*DIRECTIONS FOR THIS TASK*
Please copy every record below exactly, leaving out the pictures.

[Dataset entries]
•••••

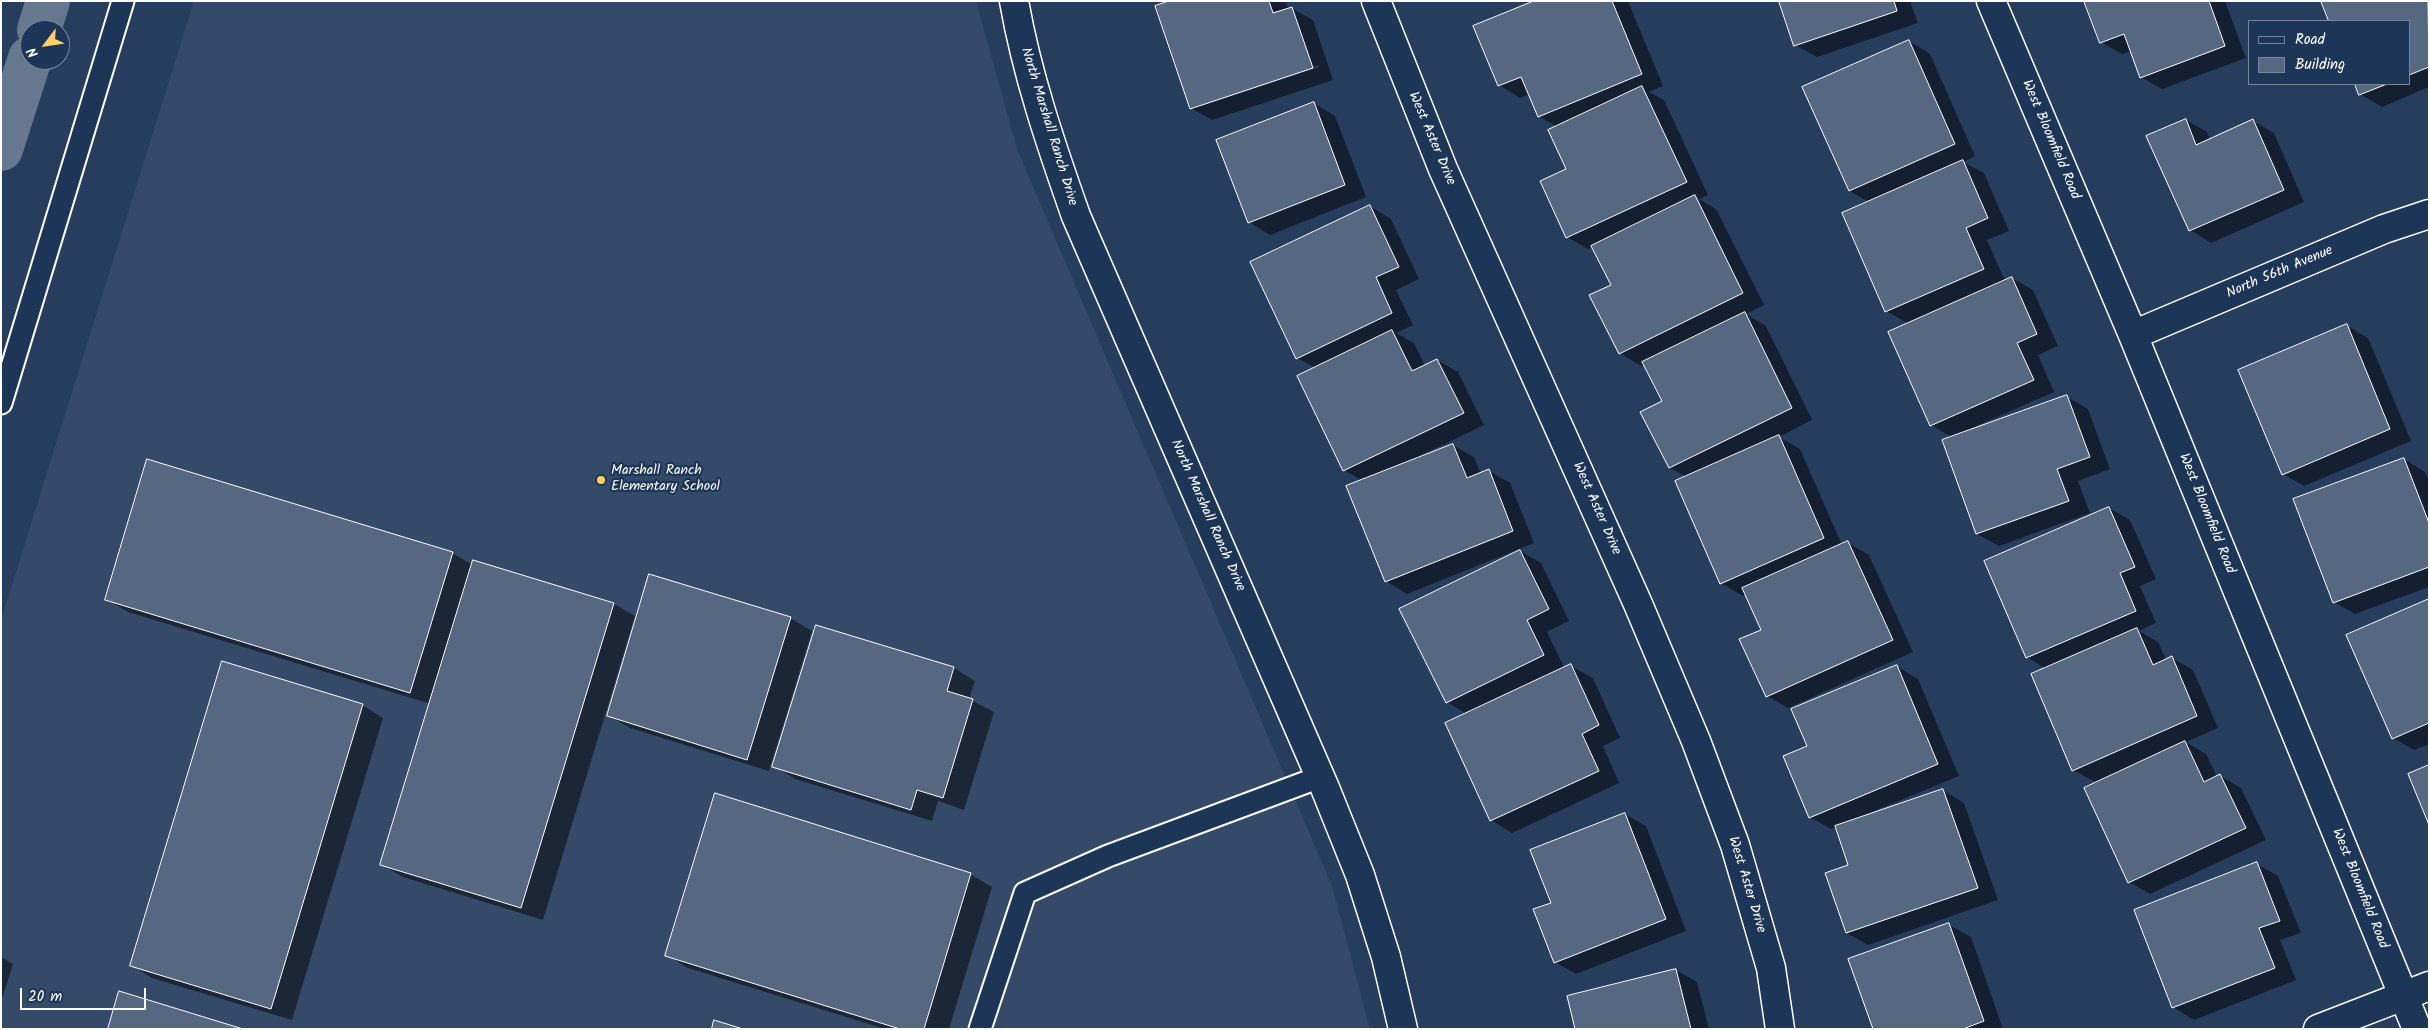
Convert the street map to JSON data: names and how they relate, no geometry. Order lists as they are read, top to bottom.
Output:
{
  "streets": {
    "street": [
      "North Marshall Ranch Drive",
      "West Aster Drive",
      "West Bloomfield Road",
      "North 56th Avenue"
    ]
  },
  "crossings": [
    ["West Bloomfield Road", "North 56th Avenue"]
  ],
  "places": ["Marshall Ranch Elementary School"],
  "legend": ["Road", "Building"],
  "scale_bar": "20 m",
  "north": "bottom left"
}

•••••

*EXERCISE OUTPUT*
Convert the street map to JSON data: names and how they relate, no geometry. Order lists as they are read, top to bottom.
Output:
{
  "streets": {
    "street": [
      "North Marshall Ranch Drive",
      "West Aster Drive",
      "West Bloomfield Road",
      "North 56th Avenue"
    ]
  },
  "crossings": [
    ["West Bloomfield Road", "North 56th Avenue"]
  ],
  "places": ["Marshall Ranch Elementary School"],
  "legend": ["Road", "Building"],
  "scale_bar": "20 m",
  "north": "bottom left"
}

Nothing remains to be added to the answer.